To ensure that data can be written to Hologres when data is synchronized from the source table, the Hologres catalog is forced to modify the schema of the result table in the following scenarios:

  • A column whose data type is DECIMAL is used as the primary key in the schema of the source table.

    Hologres does not support the primary keys of the DECIMAL type. Therefore, Hologres changes the data type of the column to BIGINT. If the change does not meet your business requirements, you can use the CREATE TABLE AS statement to convert the data type of the referenced column to the STRING type and recreate a primary key.

  • The schema of the source table contains values of the TIME, TIMESTAMP, or TIMESTAMP_LTZ type. The precision of these data types is greater than 6.

    The precision of the time types supported by Hologres is 6. To ensure that data can be written to Hologres, Realtime Compute for Apache Flink implicitly discards the parts that are higher than the highest precision supported by Hologres.

Use the Hologres catalog that you created as the catalog of the destination store that is used in the CREATE DATABASE AS statement

CREATE DATABASE IF NOT EXISTS `${catalog_name}`.`${db_name}`
WITH (
  'sink.parallelism' = '5' -- Specify the degree of parallelism for each result table. 
) AS DATABASE ${other_source_database};

During data synchronization, you can declare the parameters of the result table in the WITH clause. When the job starts, these parameters take effect on the result tables to which you want to synchronize data. For more information about the parameters that can be modified, see Create a Hologres result table.

The CREATE DATABASE AS statement allows you to specify the schemaname parameter together with the parameters of the Hologres result table in the WITH clause. This way, data can be synchronized to the specified schema of the destination Hologres database. The following table describes the schemaname parameter.

Parameter

Description

Required

Remarks

schemaname

The name of the schema.

No

Default value: public.

Note

You may need to configure different table properties for each destination table. You cannot configure properties for each table in the WITH clause. Therefore, you cannot execute the CREATE DATABASE AS statement to configure physical table properties. If you want to configure table properties, you must manually create a destination table before you start a CREATE DATABASE AS deployment. For more information about the table properties supported by Hologres catalogs, see the "Create a Hologres table" section.

Drop a Hologres catalog

Drop a Hologres catalog on the UI

  1. Go to the Catalogs page.

    1. Log on to the management console of Realtime Compute for Apache Flink.

    2. Find the workspace that you want to manage and click Console in the Actions column.

    3. In the left-side navigation pane, click Catalogs.

  2. On the Catalog List page, find the desired catalog and click Delete in the Actions column.

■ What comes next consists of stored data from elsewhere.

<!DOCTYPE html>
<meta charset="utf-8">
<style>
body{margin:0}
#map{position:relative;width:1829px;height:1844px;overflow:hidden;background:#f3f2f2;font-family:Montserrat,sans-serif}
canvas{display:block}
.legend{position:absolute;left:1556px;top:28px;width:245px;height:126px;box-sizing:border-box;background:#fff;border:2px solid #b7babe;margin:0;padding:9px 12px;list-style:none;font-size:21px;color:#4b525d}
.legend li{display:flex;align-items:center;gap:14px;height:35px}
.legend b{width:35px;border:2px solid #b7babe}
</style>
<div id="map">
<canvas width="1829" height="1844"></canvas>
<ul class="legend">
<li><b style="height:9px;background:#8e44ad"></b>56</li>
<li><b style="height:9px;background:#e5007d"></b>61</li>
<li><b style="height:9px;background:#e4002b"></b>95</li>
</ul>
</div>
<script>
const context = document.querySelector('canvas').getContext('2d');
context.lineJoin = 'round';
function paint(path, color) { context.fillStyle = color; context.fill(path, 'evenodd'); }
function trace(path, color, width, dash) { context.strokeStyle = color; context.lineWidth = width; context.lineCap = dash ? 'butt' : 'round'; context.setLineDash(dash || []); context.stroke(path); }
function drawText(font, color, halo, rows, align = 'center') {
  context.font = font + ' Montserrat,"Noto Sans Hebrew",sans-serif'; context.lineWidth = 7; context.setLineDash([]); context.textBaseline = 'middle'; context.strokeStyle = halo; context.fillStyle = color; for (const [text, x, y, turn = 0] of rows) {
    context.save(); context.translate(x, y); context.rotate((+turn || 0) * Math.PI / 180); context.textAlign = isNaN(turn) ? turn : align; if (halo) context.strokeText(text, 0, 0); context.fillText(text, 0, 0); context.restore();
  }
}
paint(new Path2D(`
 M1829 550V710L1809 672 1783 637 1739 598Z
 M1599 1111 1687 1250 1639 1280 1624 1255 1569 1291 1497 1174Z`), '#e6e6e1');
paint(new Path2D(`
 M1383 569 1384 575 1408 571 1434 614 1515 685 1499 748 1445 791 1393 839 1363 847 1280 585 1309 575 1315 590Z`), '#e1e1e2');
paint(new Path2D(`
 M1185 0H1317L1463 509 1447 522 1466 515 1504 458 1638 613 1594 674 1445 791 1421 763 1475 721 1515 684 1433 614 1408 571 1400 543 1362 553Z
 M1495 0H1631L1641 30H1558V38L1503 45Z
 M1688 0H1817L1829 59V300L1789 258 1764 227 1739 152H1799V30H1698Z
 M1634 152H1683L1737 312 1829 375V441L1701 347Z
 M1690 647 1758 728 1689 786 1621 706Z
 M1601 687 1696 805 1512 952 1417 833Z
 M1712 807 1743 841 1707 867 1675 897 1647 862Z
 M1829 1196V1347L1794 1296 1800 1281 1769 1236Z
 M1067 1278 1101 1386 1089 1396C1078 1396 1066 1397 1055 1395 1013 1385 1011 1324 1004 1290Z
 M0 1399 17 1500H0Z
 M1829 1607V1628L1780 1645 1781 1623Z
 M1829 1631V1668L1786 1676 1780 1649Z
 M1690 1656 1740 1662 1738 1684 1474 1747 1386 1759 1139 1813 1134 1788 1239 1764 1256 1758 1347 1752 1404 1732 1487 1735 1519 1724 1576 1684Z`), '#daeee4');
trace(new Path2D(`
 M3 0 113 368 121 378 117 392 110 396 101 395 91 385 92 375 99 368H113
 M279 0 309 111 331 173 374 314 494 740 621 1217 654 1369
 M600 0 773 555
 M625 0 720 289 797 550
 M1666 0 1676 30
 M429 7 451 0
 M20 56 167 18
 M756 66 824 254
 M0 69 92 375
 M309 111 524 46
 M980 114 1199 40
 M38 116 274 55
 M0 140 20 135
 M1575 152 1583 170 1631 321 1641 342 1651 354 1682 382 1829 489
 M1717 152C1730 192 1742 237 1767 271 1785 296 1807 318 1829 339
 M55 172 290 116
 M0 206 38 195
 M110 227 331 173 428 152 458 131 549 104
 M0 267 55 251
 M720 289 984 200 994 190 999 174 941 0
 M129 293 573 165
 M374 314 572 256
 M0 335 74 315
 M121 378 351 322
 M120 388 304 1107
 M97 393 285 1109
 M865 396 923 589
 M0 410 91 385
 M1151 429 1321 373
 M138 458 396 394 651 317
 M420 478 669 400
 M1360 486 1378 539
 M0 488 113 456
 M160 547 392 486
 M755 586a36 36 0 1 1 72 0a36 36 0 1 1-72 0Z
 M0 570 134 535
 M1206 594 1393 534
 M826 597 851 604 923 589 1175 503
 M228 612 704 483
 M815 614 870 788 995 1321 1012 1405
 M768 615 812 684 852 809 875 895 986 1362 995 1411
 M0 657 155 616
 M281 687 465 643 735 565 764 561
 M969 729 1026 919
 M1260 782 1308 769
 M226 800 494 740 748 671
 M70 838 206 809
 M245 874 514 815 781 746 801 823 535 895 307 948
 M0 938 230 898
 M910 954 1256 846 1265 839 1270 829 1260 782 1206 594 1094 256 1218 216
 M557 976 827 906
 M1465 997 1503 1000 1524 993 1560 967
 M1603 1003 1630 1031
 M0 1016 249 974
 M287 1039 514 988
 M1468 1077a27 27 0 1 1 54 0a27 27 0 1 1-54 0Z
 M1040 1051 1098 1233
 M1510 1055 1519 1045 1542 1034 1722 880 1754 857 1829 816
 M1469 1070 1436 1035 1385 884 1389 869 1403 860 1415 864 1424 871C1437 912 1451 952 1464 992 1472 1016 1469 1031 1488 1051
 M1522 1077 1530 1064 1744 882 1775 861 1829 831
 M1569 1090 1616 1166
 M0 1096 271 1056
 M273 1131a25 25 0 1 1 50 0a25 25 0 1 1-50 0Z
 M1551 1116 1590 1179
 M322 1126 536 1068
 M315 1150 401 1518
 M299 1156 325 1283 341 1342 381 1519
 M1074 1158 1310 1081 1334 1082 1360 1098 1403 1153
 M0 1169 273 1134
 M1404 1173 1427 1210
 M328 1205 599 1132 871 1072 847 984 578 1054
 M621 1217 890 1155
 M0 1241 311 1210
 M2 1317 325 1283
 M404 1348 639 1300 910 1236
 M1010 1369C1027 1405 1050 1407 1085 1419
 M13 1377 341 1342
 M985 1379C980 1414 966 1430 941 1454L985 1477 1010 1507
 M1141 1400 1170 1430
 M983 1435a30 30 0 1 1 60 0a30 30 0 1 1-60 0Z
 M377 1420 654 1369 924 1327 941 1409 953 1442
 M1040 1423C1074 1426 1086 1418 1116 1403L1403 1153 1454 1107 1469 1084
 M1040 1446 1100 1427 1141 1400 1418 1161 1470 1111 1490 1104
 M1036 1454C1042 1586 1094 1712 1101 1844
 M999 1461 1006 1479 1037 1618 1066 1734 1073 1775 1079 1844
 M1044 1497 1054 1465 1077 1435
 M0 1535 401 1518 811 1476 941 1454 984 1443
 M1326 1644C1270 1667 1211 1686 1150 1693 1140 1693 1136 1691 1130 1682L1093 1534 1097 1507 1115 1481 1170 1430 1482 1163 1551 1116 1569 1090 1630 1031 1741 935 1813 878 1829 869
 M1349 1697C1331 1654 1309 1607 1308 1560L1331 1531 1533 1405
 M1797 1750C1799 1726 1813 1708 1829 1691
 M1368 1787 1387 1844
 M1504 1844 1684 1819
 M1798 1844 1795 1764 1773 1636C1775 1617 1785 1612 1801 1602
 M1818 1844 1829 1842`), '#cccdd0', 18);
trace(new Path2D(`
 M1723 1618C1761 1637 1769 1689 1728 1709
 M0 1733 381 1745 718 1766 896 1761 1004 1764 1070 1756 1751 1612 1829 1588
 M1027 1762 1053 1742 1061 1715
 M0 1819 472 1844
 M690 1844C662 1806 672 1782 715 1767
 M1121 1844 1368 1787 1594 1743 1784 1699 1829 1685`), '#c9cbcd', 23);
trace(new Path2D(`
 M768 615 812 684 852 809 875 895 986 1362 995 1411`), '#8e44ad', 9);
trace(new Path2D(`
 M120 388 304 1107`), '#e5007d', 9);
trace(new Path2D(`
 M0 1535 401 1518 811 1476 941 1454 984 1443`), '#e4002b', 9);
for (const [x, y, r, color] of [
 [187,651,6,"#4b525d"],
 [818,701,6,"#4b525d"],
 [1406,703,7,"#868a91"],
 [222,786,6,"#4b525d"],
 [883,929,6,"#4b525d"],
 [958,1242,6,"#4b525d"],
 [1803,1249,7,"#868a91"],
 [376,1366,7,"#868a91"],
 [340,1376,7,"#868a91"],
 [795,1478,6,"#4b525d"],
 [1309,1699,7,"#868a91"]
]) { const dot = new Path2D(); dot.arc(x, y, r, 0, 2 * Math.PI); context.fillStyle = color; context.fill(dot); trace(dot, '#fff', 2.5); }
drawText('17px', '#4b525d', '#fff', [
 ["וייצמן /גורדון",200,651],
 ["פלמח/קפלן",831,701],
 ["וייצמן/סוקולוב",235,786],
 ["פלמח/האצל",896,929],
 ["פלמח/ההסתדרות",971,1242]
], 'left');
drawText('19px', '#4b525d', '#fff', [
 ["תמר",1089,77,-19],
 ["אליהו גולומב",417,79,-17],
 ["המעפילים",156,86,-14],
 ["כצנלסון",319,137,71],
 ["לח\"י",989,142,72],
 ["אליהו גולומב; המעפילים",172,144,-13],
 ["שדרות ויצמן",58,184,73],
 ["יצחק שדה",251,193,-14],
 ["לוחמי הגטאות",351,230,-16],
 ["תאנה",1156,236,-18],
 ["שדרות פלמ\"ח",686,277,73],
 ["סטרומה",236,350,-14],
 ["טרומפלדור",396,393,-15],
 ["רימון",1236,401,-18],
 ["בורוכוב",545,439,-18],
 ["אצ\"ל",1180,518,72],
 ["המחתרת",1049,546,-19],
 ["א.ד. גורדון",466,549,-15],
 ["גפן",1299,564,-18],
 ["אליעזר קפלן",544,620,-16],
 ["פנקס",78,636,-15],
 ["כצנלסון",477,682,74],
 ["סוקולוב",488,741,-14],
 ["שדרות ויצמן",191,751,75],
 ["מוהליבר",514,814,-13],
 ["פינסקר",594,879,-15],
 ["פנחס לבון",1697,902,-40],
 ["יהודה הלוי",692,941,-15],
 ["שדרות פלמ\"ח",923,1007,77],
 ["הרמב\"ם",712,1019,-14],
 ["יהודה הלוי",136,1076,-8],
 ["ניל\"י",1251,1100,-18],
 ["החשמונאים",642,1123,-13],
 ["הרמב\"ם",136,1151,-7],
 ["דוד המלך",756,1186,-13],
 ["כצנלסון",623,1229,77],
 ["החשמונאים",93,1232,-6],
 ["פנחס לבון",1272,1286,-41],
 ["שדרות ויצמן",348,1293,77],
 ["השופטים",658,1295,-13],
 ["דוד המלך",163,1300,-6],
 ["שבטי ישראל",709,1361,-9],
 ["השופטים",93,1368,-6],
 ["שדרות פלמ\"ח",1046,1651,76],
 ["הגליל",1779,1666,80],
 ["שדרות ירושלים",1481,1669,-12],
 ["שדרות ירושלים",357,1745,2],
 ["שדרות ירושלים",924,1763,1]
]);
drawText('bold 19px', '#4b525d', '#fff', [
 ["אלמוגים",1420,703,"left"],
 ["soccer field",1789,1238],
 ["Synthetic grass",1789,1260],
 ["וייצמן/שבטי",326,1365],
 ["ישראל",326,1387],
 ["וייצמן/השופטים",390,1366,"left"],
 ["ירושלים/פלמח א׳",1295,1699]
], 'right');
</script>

  3. In the message that appears, click Delete.

    Note

    After you drop the catalog, you can view the Catalogs pane on the left side of the Catalog List page to check whether the catalog is dropped.

Drop a Hologres catalog by executing an SQL statement

  1. In the code editor of the Scripts tab on the SQL Editor page, enter the following statement:

    DROP CATALOG ${catalog_name}

    catalog_name is the name of the Hologres catalog that you want to drop from the development console of Realtime Compute for Apache Flink.

    Warning

    The drop operation does not affect the deployments that are running. However, deployments that are not published or deployments that you want to suspend and then resume are affected. Proceed with caution.

  2. Right-click the statement that is used to drop the catalog and select Run from the shortcut menu.

  3. View the Catalogs pane on the left side of the Catalog List page to check whether the catalog is dropped.